The incinerator has come under heavy fire from residents, environmental groups and The Division of Air Quality. Environmental groups said the Governor has the power to declare an emergency and shut down Stericycle, but officials with the Governor’s Office said it’s not that simple.
Still, concerns over the medical waste facility continue to grow louder by the day. Dozens sat on the steps inside the Capitol Rotunda, while others stood and held up signs all with the same message.
“Some days I go outside and the smell is horrible, and it’s hard to breathe,” said Ginny Butler, who is a Foxboro Resident.

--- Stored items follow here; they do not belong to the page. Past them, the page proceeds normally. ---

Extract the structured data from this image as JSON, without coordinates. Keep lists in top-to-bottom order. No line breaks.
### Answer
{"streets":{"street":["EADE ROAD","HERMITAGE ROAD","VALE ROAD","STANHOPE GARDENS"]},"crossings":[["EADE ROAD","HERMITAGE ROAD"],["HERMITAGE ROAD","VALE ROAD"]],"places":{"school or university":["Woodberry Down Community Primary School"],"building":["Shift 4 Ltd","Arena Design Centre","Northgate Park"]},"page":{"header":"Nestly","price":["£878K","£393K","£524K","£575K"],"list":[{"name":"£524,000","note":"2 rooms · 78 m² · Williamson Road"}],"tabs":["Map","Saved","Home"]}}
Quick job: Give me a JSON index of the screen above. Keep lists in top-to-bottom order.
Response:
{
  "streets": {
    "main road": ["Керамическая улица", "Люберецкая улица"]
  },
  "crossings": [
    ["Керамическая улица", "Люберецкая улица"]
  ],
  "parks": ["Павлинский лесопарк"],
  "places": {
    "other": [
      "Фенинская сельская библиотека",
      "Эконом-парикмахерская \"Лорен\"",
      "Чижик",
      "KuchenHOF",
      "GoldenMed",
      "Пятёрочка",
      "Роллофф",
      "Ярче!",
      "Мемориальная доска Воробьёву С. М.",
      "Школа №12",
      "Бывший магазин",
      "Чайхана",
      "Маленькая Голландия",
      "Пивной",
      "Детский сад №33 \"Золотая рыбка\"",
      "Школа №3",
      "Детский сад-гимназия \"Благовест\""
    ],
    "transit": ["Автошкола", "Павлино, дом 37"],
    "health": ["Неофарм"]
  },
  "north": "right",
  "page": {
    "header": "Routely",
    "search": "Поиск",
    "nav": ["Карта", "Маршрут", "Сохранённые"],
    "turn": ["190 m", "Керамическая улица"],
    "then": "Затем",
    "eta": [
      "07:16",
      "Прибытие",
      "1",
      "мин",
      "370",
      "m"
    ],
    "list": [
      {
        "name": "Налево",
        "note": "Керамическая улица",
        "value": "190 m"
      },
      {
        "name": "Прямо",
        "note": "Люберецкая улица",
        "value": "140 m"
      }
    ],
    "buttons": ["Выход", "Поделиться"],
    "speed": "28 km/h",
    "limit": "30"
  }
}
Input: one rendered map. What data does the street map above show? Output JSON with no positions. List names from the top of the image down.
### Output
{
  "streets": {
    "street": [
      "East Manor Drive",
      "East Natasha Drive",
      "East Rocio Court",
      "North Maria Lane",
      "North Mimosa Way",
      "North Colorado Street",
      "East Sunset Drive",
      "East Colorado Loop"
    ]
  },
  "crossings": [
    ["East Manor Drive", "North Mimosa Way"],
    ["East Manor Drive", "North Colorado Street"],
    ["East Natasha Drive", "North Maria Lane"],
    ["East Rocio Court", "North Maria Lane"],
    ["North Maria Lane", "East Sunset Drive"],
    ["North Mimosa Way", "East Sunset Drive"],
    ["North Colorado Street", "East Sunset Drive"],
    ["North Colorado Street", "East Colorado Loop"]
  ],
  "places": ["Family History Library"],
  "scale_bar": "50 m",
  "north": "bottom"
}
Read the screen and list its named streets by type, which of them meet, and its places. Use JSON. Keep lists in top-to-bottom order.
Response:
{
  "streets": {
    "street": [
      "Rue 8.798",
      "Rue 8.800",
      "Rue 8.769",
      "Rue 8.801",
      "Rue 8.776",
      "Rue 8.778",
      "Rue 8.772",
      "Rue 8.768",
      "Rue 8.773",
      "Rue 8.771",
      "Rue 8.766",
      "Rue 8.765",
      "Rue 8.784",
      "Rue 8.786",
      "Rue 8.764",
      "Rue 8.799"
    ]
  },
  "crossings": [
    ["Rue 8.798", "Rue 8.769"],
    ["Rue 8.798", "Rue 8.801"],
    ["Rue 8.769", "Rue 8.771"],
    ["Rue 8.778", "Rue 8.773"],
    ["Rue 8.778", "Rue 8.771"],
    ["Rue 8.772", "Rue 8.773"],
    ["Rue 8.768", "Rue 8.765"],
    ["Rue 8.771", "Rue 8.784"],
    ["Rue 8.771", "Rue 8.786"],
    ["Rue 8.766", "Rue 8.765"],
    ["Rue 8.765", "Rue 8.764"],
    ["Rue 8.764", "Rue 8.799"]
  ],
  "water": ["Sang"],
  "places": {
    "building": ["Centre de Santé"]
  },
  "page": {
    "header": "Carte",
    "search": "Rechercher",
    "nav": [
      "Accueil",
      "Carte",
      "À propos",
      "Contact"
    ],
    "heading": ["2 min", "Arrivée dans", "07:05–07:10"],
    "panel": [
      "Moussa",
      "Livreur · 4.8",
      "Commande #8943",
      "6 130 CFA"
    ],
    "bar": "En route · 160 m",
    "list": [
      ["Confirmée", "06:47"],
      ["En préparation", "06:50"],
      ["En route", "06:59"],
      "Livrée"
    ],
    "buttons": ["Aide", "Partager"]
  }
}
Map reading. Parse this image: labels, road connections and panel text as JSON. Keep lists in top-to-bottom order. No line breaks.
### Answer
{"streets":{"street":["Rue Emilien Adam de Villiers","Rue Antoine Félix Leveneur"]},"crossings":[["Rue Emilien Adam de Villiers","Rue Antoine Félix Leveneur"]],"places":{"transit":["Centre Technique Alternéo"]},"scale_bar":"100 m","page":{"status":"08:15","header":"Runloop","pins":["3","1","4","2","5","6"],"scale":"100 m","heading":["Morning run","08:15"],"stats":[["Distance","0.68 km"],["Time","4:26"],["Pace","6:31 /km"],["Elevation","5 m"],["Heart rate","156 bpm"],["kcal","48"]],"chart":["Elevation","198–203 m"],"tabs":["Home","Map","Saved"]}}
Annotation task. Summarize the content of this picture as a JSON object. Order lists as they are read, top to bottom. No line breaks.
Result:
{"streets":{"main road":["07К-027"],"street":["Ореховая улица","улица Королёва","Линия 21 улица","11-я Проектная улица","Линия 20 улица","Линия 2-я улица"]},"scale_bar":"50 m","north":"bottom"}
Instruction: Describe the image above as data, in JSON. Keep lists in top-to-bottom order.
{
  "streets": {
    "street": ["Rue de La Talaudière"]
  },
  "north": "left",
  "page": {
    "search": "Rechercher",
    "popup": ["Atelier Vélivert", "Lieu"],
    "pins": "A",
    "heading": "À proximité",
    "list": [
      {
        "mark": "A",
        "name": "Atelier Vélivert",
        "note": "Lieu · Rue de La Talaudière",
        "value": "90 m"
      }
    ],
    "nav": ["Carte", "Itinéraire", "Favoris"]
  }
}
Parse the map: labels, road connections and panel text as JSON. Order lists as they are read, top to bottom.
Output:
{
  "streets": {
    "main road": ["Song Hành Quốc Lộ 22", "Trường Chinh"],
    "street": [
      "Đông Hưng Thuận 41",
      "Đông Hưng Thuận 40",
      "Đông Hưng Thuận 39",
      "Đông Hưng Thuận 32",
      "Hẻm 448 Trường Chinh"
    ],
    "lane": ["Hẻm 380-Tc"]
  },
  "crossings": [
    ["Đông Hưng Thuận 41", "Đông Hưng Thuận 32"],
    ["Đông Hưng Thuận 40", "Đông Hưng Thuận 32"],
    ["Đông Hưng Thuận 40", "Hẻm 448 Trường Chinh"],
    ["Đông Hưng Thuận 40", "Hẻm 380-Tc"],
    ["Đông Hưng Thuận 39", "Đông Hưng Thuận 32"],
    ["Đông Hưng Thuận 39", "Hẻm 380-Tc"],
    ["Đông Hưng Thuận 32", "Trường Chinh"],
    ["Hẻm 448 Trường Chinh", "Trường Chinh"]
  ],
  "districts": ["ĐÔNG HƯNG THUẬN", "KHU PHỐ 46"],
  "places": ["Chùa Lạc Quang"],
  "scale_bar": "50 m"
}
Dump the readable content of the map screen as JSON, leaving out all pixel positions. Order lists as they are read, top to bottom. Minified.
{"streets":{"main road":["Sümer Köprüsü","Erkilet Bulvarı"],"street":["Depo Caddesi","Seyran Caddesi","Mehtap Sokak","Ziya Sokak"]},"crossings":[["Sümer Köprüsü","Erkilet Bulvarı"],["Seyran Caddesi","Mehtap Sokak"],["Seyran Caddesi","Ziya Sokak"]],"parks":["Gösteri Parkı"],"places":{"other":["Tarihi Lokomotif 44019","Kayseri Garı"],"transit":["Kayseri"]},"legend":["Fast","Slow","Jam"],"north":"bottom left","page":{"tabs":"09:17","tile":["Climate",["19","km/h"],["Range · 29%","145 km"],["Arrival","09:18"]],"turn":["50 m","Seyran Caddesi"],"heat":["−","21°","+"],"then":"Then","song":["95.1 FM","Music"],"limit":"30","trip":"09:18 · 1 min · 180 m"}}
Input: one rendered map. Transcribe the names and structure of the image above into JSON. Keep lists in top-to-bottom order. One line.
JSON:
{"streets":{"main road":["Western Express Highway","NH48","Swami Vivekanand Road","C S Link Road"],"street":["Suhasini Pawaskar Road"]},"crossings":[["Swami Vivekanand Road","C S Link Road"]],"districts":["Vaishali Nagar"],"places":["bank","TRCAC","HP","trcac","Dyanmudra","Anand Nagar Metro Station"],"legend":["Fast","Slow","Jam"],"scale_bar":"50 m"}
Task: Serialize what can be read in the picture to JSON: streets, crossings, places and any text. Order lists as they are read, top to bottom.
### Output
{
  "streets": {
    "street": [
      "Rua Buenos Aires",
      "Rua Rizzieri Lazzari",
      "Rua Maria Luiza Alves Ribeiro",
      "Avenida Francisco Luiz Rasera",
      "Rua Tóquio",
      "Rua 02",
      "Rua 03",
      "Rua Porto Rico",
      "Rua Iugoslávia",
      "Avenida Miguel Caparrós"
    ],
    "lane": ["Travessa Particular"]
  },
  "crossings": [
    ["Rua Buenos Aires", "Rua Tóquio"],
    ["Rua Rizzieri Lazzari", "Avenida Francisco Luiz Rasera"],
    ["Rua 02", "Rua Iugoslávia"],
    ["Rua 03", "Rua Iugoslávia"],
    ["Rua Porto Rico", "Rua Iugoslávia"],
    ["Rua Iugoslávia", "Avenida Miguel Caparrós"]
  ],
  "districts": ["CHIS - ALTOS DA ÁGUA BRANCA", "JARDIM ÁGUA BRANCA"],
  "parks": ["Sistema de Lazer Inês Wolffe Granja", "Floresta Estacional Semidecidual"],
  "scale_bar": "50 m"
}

Her neighborhood is near Stericycle, and she represents one of many who want the incinerator shut down. Leading their fight is Dr. Brian Moench with the Utah Physicians for a Healthy Environment.
“This is a health hazard, a serious health hazard,” Moench said.
He’s not calling on the Governor to step in; he thinks Governor Herbert may have the authority to force the plant to close. Ally Isom, Gov. Herbert’s spokeswoman, said the issue doesn’t warrant declaring an emergency.
“That might be an overstatement of authority at this point,” Isom said. “Declaring an emergency is reserved for specific circumstances; this doesn’t match those circumstances, but it is alarming.”
The concerns over Stericycle’s incinerator are alarming enough for the Division of Air Quality, which claims the company emitted more pollution than its permit legally allows. Executive Director Amanda Smith released a statement, saying in part that Stericycle is being closely scrutinized to ensure compliance and if the company doesn’t comply, its permit could be revoked.
The DAQ also tells FOX 13 News there may be a criminal investigation under The Department of Justice, but the DOJ hasn’t confirmed that. Our calls to Stericycle have gone unanswered. In fact, the only time we’ve heard from the company was back in July when a spokesperson said this, “I understand the concerns within the community, and we’re going to work with the regulators to make sure we maintain compliance and we’re committed to ensuring we’re in compliance.”
That was the first and only time Stericycle has said anything on the record. We do, however, know the company has been in communication not only with North Salt Lake’s Mayor, but also with a state senator, who is thinking about running legislation to make it illegal to operate an incinerator.